To that end, Bowes advanced several marketing appeals. Like many merchants and shopkeepers, he promised consumers that he offered a variety of choices among his “large and compleat Assortment” of books and stationery. Customers could select items that matched their own needs and tastes. Bowes also sold his wares “at the lowest Rates,” attempting to draw visitors to his shop with competitive prices. In making those appeals, Bowes resorted to two of the most common marketing strategies in eighteenth-century newspaper advertisements.
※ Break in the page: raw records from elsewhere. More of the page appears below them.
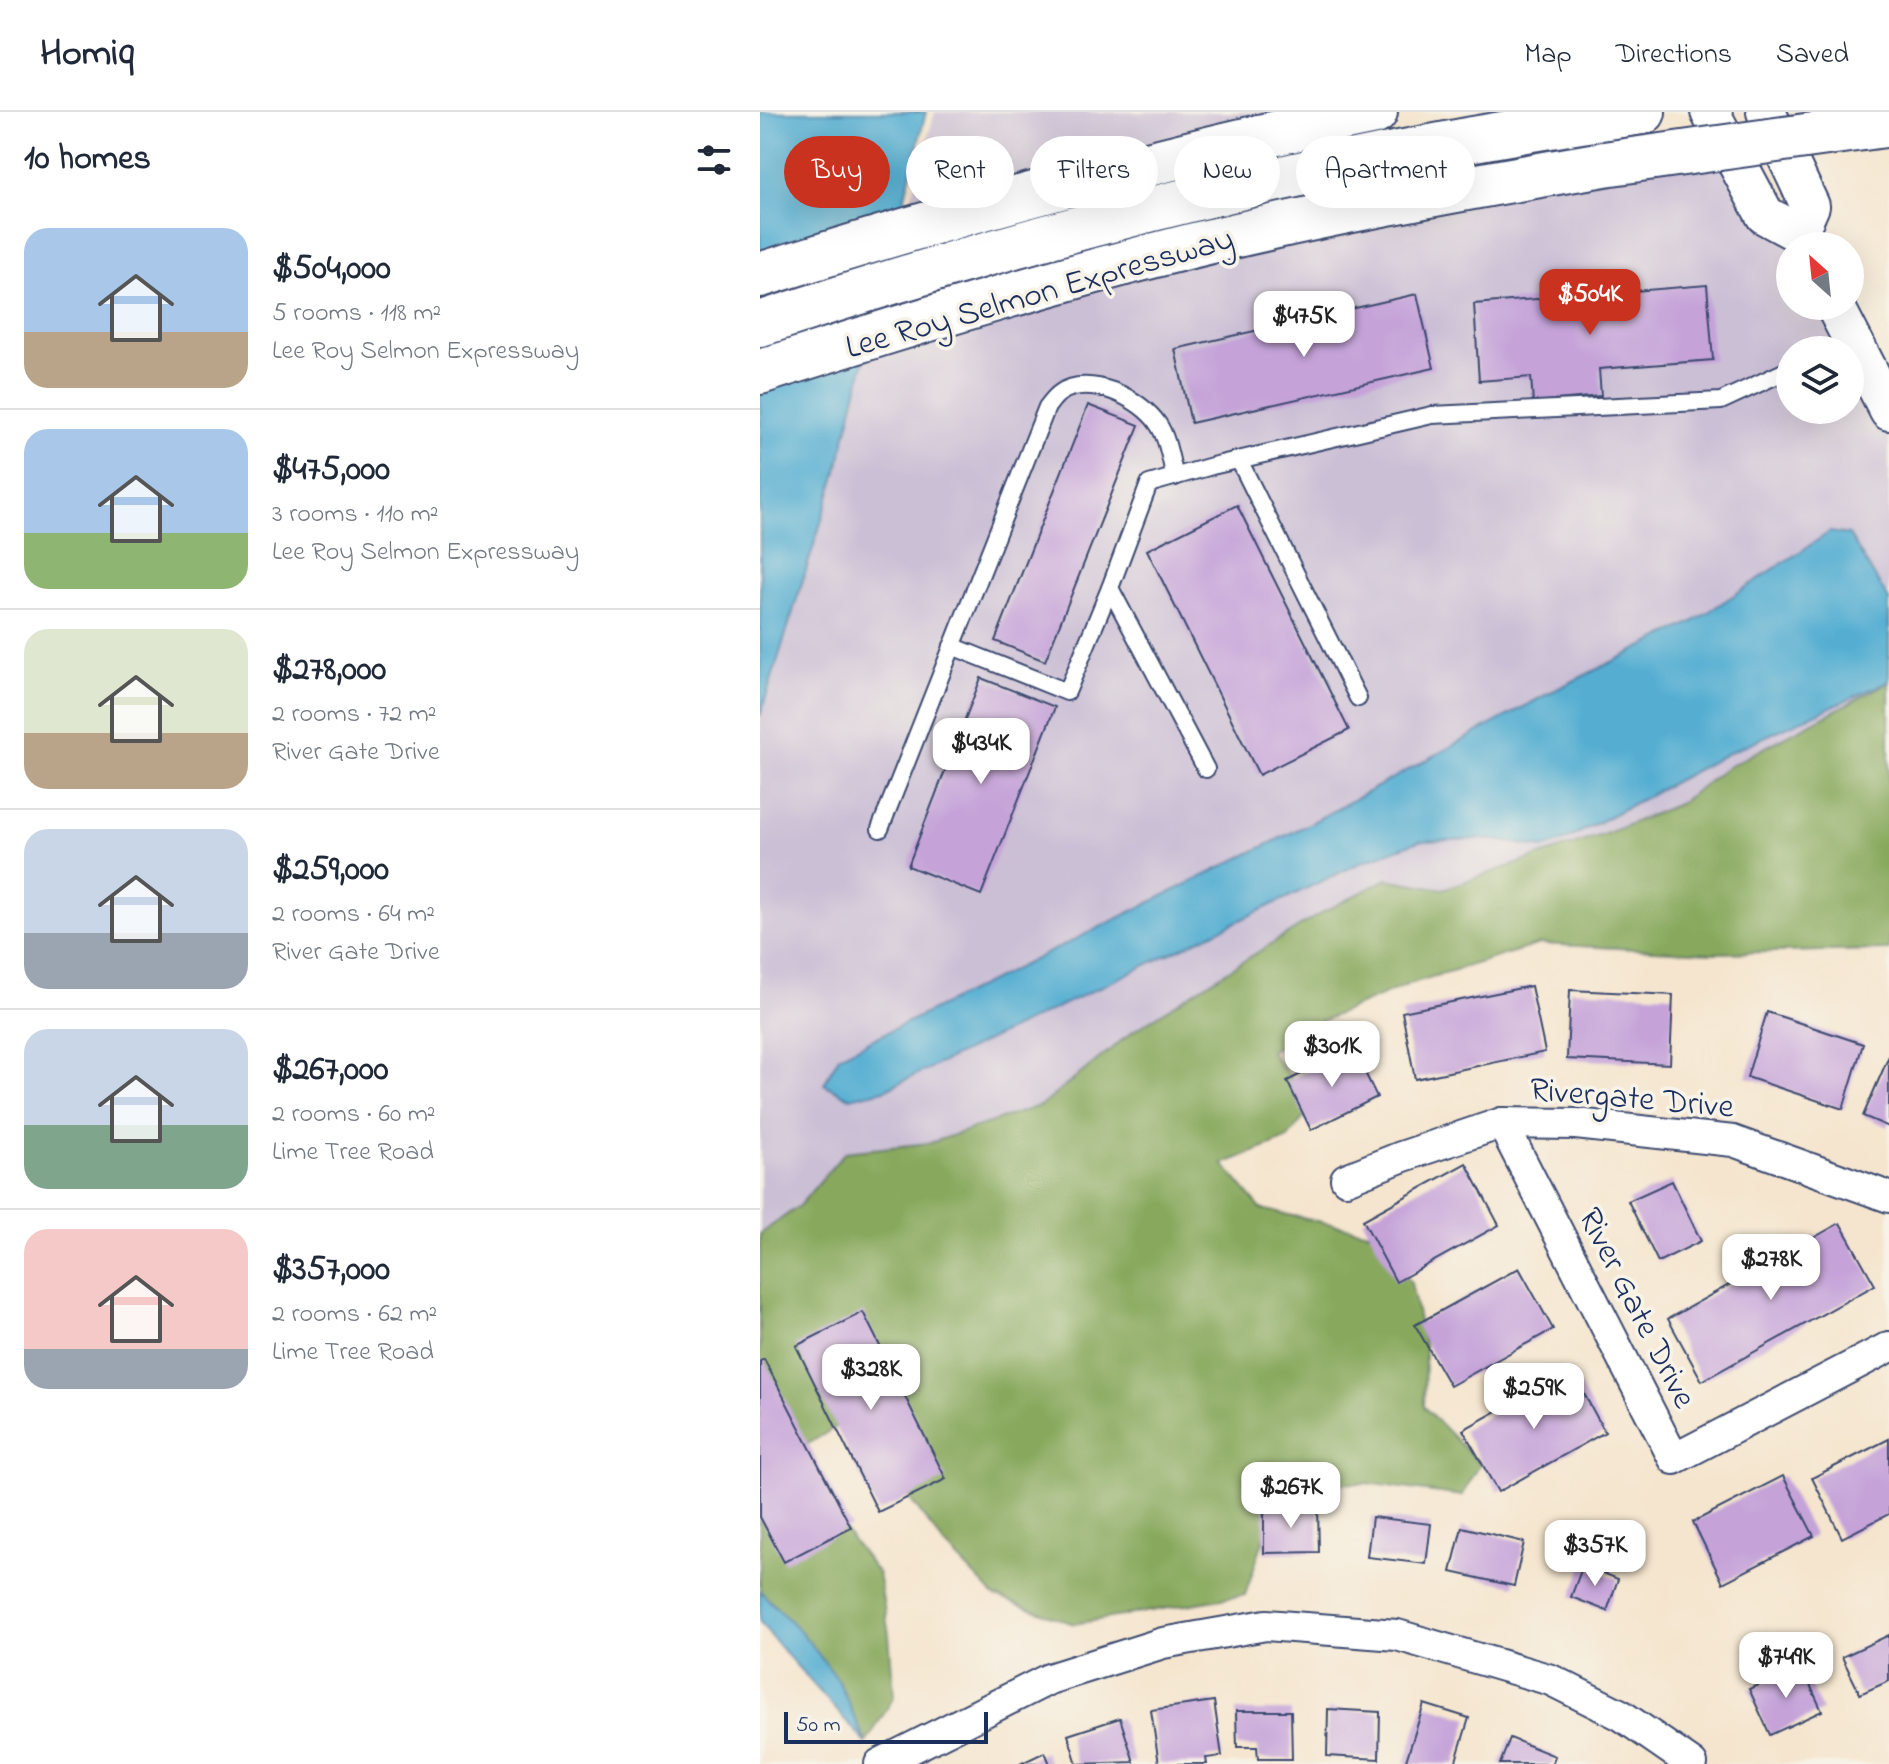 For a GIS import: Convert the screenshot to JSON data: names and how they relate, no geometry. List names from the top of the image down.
{
  "streets": {
    "highway": ["Lee Roy Selmon Expressway"],
    "street": ["Rivergate Drive", "River Gate Drive"]
  },
  "crossings": [
    ["Rivergate Drive", "River Gate Drive"]
  ],
  "scale_bar": "50 m",
  "north": "top left",
  "page": {
    "header": "Homiq",
    "nav": ["Map", "Directions", "Saved"],
    "heading": "10 homes",
    "chip": [
      "Buy",
      "Rent",
      "Filters",
      "New",
      "Apartment"
    ],
    "list": [
      {
        "name": "$504,000",
        "note": "5 rooms · 118 m² · Lee Roy Selmon Expressway"
      },
      {
        "name": "$475,000",
        "note": "3 rooms · 110 m² · Lee Roy Selmon Expressway"
      },
      {
        "name": "$278,000",
        "note": "2 rooms · 72 m² · River Gate Drive"
      },
      {
        "name": "$259,000",
        "note": "2 rooms · 64 m² · River Gate Drive"
      },
      {
        "name": "$267,000",
        "note": "2 rooms · 60 m² · Lime Tree Road"
      },
      {
        "name": "$357,000",
        "note": "2 rooms · 62 m² · Lime Tree Road"
      }
    ],
    "price": [
      "$504K",
      "$475K",
      "$434K",
      "$301K",
      "$278K",
      "$328K",
      "$259K",
      "$267K",
      "$357K",
      "$749K"
    ],
    "scale": "50 m"
  }
} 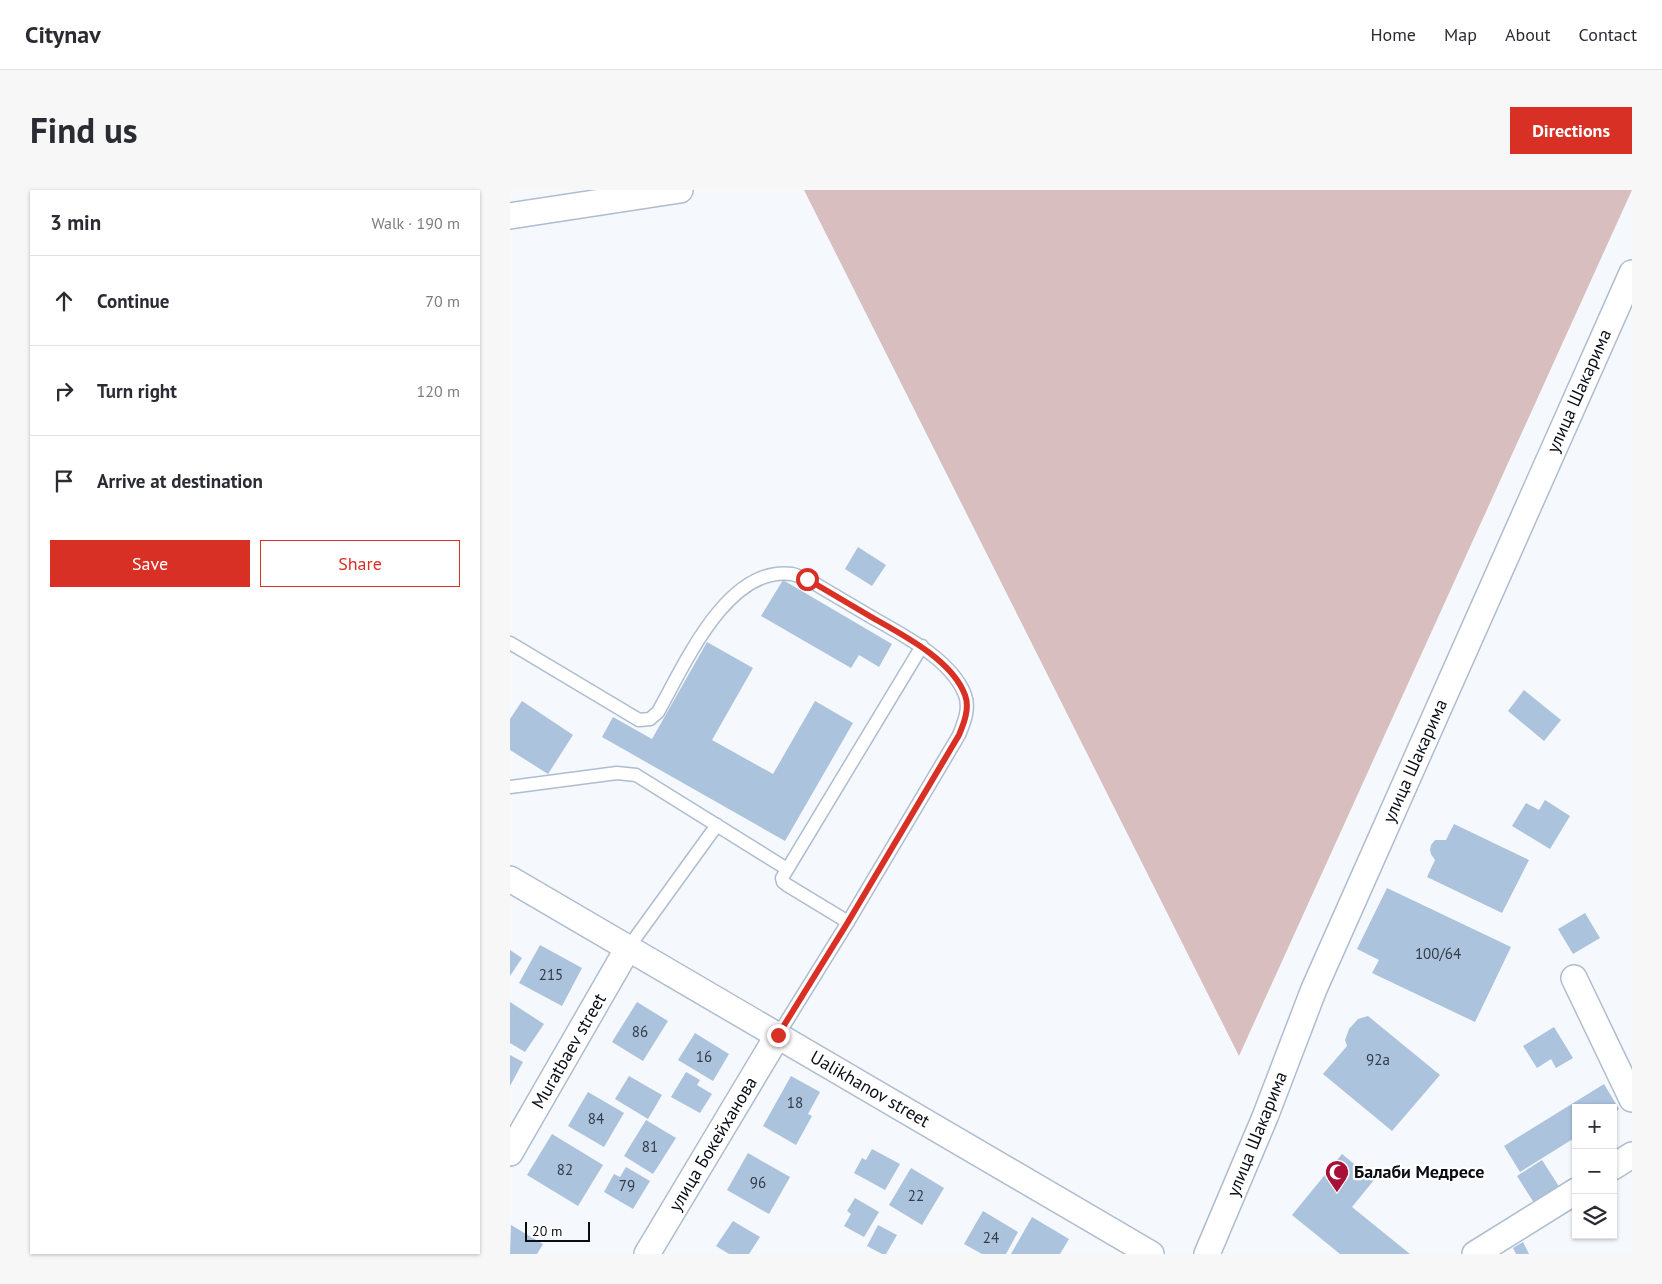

He saved his most innovative appeal for last: “*** Country Customers may be supplied as well by Letter as if present.” He even used distinctive typography – the asterisks and italics – as a visual means of attracting notice to that particular effort to market his merchandise. For the convenience of those who lived outside the busy port and faraway from his shop he made available all of the same benefits enjoyed by his local patrons. In proclaiming that distant customers “may be supplied as well by Letter as if present,” he pledged not to show any preferences or to take advantage of those who submitted their orders through the mail.

Retailers did not invent mail order shopping in the late nineteenth century, despite the proliferation and popularity of catalog shopping during the period. Nor did Bowes pioneer the strategy in the mid eighteenth century … but Bowes did offer a service that was not yet a standard practice promoted to potential customers via advertising. Merchants and shopkeepers sporadically made note that they served customers via the post in their newspaper notices, suggesting that the practice was fairly common even if it had not yet been codified as one of the standard marketing strategies that appeared in print. By inserting it into his advertisement, Bowes confirmed that he did provide this service, expanding his potential market to the hinterlands beyond Boston.